Here is an adult film about adolescent mistakes that asks us to understand rather than judge. Deservedly, the queue for tickets to the show after mine ran around the block; after all, not often does a topical movie make you chuckle, choke and chew on its subject.

Sunday, January 6, 2008

Notes on Taare Zameen Par

Aamir Khan and Amol Gupte know cinema. That much is evident from the spirited depiction of a child's (a dyslexic child's, at that) inner world filled with puddles, gutter fish, splendid colored golaas (sorbet/ice candy for the non Mumbaikars)- nods to the childhood celebrating 400 Blows and Kitaab. For a Bollywood star turned first time director, this is as unconventional and artistic as it can get. Taare Zameen Par is one of the finer films to emerge from Bollywood; after all, who cares to make a film about the Ishaans of India?

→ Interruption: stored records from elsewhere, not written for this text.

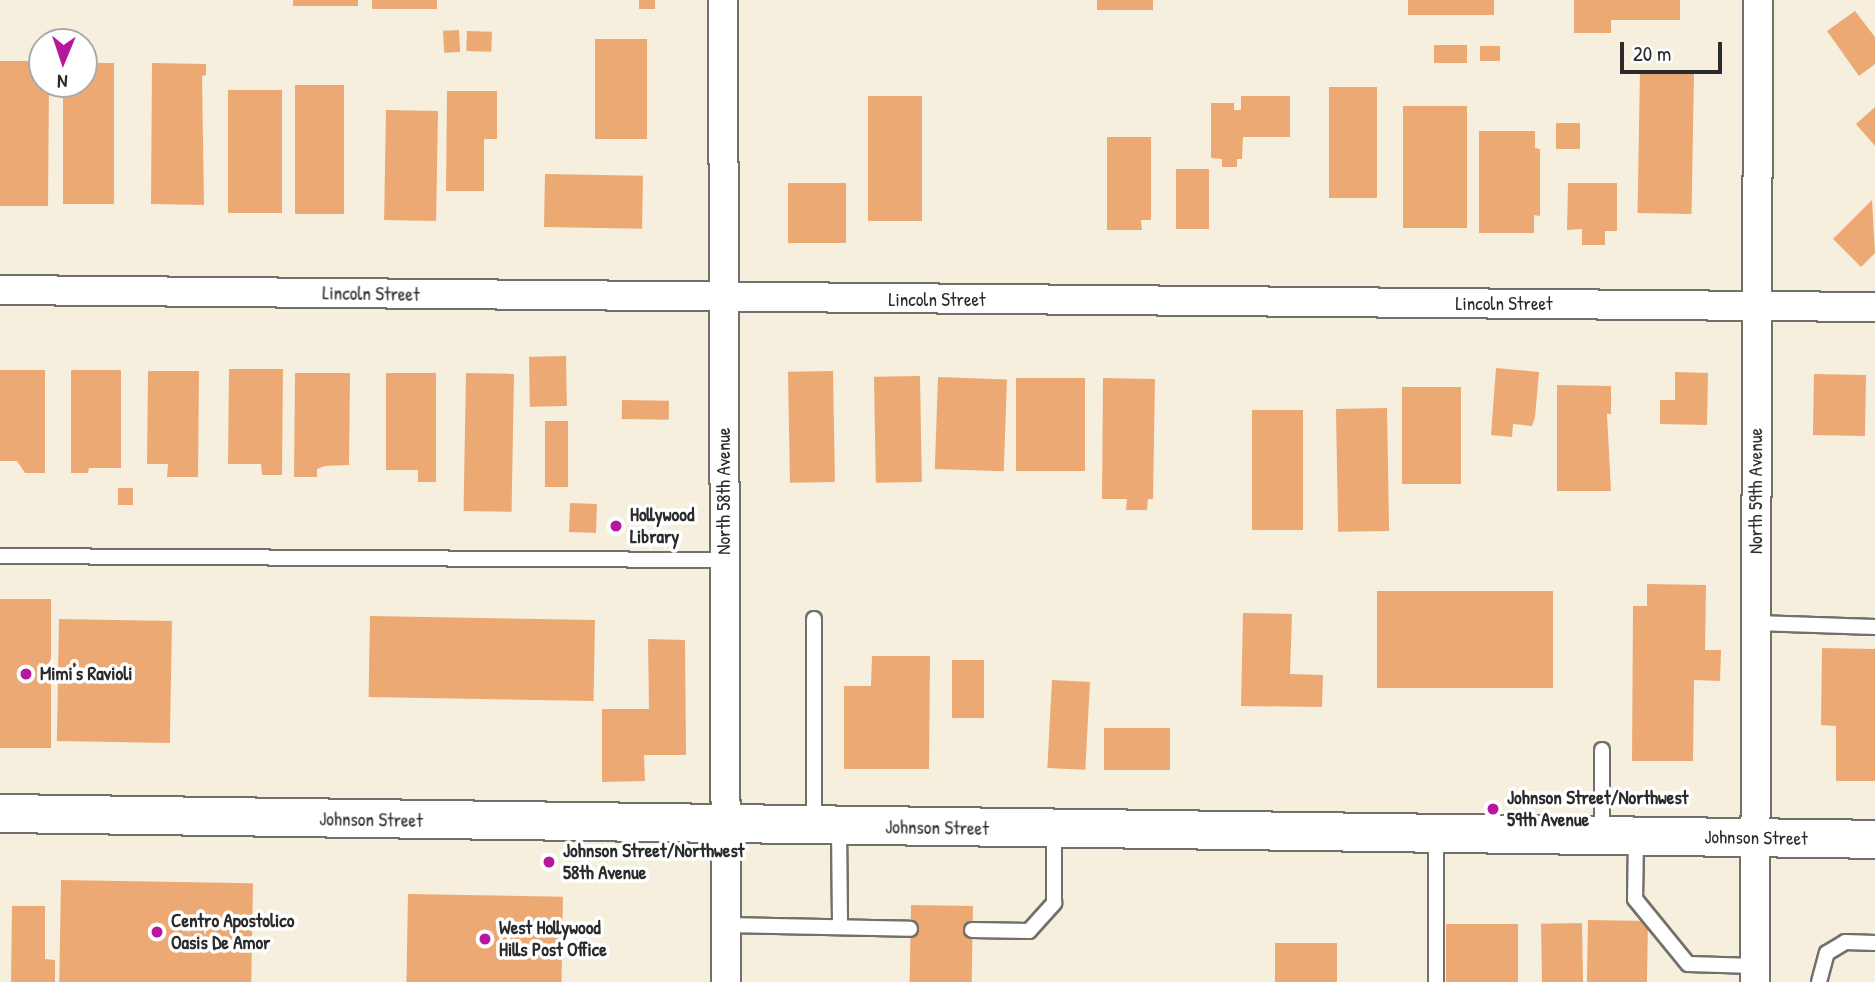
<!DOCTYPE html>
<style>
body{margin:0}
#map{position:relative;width:1875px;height:982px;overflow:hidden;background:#f6efde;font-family:"Patrick Hand",sans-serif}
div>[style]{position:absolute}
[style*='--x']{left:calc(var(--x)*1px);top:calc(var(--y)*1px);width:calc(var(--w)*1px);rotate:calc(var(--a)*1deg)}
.building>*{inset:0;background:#eda974;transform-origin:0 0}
.roads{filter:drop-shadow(2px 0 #72706a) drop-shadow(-2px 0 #72706a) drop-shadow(0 2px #72706a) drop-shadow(0 -2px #72706a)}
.service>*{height:14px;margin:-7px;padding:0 7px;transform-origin:7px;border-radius:7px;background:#fff}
.minor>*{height:28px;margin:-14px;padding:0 14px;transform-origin:14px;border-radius:14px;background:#fff}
.tertiary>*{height:37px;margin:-18.5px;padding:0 18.5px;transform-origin:18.5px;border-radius:18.5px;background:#fff}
.dots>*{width:19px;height:19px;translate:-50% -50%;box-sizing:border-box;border:4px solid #fff;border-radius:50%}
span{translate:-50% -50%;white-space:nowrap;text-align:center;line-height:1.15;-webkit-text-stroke:7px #fff;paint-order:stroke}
.street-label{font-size:19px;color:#2b2b2b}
.poi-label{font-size:19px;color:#2b2b2b;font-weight:700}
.left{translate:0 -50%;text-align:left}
.north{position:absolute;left:28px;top:28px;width:70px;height:70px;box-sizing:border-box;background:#fff;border:2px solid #aaa;border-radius:50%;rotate:182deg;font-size:19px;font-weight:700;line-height:28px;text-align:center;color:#2b2b2b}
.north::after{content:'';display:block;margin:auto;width:24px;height:32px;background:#b5179e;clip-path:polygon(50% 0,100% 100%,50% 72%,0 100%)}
.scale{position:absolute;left:1620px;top:42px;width:102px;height:32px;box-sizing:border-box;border:4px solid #2b2b2b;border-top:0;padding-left:9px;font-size:21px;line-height:24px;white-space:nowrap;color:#2b2b2b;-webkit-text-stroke:5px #fff;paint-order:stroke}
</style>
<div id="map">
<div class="building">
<i style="left:293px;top:0;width:65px;height:6px"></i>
<i style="left:372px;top:0;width:65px;height:9px"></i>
<i style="left:639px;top:0;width:16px;height:9px"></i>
<i style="left:1097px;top:0;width:56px;height:10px"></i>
<i style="left:1408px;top:0;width:86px;height:15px"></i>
<i style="clip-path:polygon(1574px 0,1680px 0,1680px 20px,1611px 20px,1611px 33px,1574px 33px)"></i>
<i style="clip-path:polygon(1855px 11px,1875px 37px,1875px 64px,1859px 76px,1827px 31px)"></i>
<i style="left:459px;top:30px;width:22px;height:16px;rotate:87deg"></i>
<i style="left:467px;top:31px;width:25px;height:20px;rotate:2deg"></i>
<i style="left:595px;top:39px;width:52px;height:100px"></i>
<i style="left:1434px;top:45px;width:33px;height:18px"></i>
<i style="left:1480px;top:46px;width:20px;height:15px"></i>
<i style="clip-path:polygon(0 61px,42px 61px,42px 84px,49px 84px,48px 206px,0 206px)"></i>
<i style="clip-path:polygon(84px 63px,114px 63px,114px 204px,63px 204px,63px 84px,84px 84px)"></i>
<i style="clip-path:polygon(152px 63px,206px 64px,206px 75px,202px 76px,204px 205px,151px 204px)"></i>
<i style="left:1640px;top:71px;width:54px;height:142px;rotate:1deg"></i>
<i style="left:295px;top:85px;width:49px;height:129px"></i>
<i style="left:1329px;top:87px;width:48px;height:111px"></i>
<i style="left:228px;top:90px;width:54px;height:123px"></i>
<i style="clip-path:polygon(447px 91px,497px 91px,497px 139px,484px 139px,484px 191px,446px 191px)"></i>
<i style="left:868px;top:96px;width:54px;height:125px"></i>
<i style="clip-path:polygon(1241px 96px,1290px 96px,1290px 137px,1243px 137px,1242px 159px,1237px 159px,1237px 167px,1222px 167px,1222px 159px,1211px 158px,1211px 103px,1234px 103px,1234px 110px,1241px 110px)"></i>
<i style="left:1403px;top:106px;width:64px;height:122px"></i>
<i style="clip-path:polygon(1875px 107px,1875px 146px,1856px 124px)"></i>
<i style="left:386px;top:110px;width:52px;height:110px;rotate:1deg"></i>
<i style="left:1556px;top:123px;width:24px;height:26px"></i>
<i style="clip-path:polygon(1479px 131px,1535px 131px,1535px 148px,1540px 149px,1540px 216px,1534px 215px,1534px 233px,1479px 233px)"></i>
<i style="clip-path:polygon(1107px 137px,1151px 137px,1151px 220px,1141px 220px,1142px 230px,1107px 230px)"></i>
<i style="left:1176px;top:169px;width:33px;height:60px"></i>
<i style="left:545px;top:174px;width:98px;height:53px;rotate:1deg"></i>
<i style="left:788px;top:183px;width:58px;height:60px"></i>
<i style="clip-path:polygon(1568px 183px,1617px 183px,1617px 231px,1605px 231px,1605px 245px,1582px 245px,1582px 229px,1567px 230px)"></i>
<i style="clip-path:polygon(1872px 200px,1875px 253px,1861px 267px,1833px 239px)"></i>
<i style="left:566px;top:356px;width:50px;height:37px;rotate:89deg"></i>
<i style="clip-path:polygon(1496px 368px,1539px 372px,1535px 417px,1532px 426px,1513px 424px,1512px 437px,1491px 435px)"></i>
<i style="clip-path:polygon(229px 369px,283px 369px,282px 475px,262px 475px,261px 464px,228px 464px)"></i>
<i style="clip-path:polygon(0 370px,45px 370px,45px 473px,25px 473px,17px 461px,0 461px)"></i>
<i style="clip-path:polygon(71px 370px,121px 370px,121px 468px,89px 468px,88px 473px,71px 473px)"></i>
<i style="clip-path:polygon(148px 371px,199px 371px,198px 477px,167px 477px,168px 464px,147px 464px)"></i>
<i style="left:833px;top:371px;width:111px;height:45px;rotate:89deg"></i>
<i style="clip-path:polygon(1675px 372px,1708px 373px,1707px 425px,1660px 424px,1660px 400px,1675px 400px)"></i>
<i style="clip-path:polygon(295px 373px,350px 373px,349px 465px,325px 466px,317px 469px,317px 477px,294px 477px)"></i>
<i style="clip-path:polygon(386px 373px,436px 373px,436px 482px,418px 482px,418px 470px,386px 470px)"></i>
<i style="left:466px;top:373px;width:48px;height:138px;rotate:1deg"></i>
<i style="left:1814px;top:374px;width:52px;height:61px;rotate:1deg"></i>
<i style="left:920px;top:376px;width:106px;height:46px;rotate:89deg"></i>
<i style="left:938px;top:377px;width:69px;height:92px;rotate:2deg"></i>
<i style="left:1016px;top:378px;width:69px;height:93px"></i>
<i style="clip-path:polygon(1103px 378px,1155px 379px,1153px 499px,1148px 499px,1147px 510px,1126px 510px,1127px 499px,1102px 499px)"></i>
<i style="clip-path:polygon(1557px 385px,1611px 386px,1611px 414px,1607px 414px,1611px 491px,1557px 491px)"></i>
<i style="left:1402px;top:387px;width:59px;height:97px"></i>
<i style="left:622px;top:400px;width:47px;height:19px;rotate:1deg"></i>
<i style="left:1387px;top:408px;width:123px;height:51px;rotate:89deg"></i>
<i style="left:1303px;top:410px;width:120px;height:51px;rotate:90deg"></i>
<i style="left:545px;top:421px;width:23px;height:66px"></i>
<i style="left:118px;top:488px;width:15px;height:17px"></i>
<i style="left:570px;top:503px;width:27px;height:29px;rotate:2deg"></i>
<i style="clip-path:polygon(1647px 584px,1706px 585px,1705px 650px,1721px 650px,1720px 681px,1694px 680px,1693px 761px,1632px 761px,1633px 606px,1647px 606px)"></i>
<i style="left:1377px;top:591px;width:176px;height:97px"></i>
<i style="left:0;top:599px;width:51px;height:149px"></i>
<i style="clip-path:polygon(1243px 613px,1292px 614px,1290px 674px,1323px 675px,1322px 707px,1241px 706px)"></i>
<i style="left:370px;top:616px;width:225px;height:81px;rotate:1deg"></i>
<i style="left:59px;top:619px;width:113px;height:122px;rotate:1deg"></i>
<i style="clip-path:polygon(648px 639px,685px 640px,686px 755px,644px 755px,645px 781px,602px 782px,602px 709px,649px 709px)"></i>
<i style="clip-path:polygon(1822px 648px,1875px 649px,1875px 781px,1836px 781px,1836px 726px,1821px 725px)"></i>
<i style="clip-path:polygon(872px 656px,930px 656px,929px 769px,844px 769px,844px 686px,871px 686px)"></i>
<i style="left:952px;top:660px;width:32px;height:58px"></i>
<i style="left:1052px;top:680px;width:38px;height:88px;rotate:3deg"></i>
<i style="left:1104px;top:728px;width:66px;height:42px"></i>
<i style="left:61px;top:880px;width:192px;height:102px;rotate:1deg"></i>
<i style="left:408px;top:894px;width:155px;height:88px;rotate:1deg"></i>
<i style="left:911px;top:905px;width:62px;height:77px;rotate:1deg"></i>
<i style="clip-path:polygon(12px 906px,45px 906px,45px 959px,55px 960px,55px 982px,11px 982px)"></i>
<i style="left:1588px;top:920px;width:60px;height:62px;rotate:1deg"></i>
<i style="left:1582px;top:923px;width:59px;height:41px;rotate:89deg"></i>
<i style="left:1446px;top:924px;width:72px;height:58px"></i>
<i style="left:1275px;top:943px;width:62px;height:39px"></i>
</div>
<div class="roads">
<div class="service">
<i style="--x:0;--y:556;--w:725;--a:0.32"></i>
<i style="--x:1756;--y:623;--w:119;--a:1.9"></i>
<i style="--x:814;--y:822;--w:203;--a:-90"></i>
<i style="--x:839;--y:827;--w:100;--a:89.4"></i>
<i style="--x:1602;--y:834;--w:84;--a:-90"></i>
<i style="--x:1636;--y:838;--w:61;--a:90.9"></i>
<i style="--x:1635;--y:899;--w:84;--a:50.8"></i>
<i style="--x:1688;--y:964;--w:67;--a:1.7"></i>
<i style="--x:726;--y:925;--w:184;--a:1.2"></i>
<i style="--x:972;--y:930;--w:57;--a:1"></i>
<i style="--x:1029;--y:931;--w:38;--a:-48"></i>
<i style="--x:1054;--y:903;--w:74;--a:-90"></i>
<i style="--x:1436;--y:982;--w:148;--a:-90"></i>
<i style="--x:1819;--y:982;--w:30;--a:-75"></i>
<i style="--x:1827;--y:953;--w:21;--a:-31"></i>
<i style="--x:1845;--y:942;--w:30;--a:2"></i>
</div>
<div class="minor">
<i style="--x:723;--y:0;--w:982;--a:89.82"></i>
<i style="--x:0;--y:290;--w:1875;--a:0.52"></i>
<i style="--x:1755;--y:982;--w:982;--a:-89.82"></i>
</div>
<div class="tertiary">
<i style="--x:0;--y:813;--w:1875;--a:0.79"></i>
</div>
</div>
<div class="dots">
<i style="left:616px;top:526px;background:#b5179e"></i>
<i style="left:26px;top:674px;background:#b5179e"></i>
<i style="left:1493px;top:809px;background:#b5179e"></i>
<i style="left:549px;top:862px;background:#b5179e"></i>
<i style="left:157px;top:932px;background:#b5179e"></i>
<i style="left:485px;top:939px;background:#b5179e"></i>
</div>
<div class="street-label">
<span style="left:371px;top:294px;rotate:1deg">Lincoln Street</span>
<span style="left:937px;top:300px">Lincoln Street</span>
<span style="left:1504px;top:304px">Lincoln Street</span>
<span style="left:724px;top:491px;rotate:-90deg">North 58th Avenue</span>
<span style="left:1756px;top:491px;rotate:-90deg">North 59th Avenue</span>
<span style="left:371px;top:820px;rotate:1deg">Johnson Street</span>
<span style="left:937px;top:828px;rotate:1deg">Johnson Street</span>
<span style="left:1756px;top:838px;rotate:1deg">Johnson Street</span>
</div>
<div class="poi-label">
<span class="left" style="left:630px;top:526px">Hollywood<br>Library</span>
<span class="left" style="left:40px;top:674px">Mimi's Ravioli</span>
<span class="left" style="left:1507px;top:809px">Johnson Street/Northwest<br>59th Avenue</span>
<span class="left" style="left:563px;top:862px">Johnson Street/Northwest<br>58th Avenue</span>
<span class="left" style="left:171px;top:932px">Centro Apostolico<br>Oasis De Amor</span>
<span class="left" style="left:499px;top:939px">West Hollywood<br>Hills Post Office</span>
</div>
<div class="north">N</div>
<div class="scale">20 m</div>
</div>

So, it almost makes me feel guilty to point out why it fell short of becoming a personal favorite. Khalid Mohammed covers many of the reasons, but there is one more: Aamir Khan. Clearly (I'll eat my words if this was Amol Gupte's idea), he cannot resist making a splashing entry as a clown; and from that entry onwards, there seems to be a jostling for screen space between him and the little child (for me, the art competition at the end took on new meaning in that light). The somewhat one-dimensional and unimaginative characterizations of everyone except the kid and the teacher betray how Khan doesn't quite have his finger on the middle class pulse (compare Mani Ratnam's Anjali or Kannathil Muthamittal, where tensions in the nuclear family are much more palpable). He even fails to conceive of a last shot without positing himself in it, and concludes with Ishaan running back to him so he can lift him up to the skies. What a marked contrast from the wonderfully understated first few minutes!
Hopefully, his promising directorial debut is a sign of better films to come.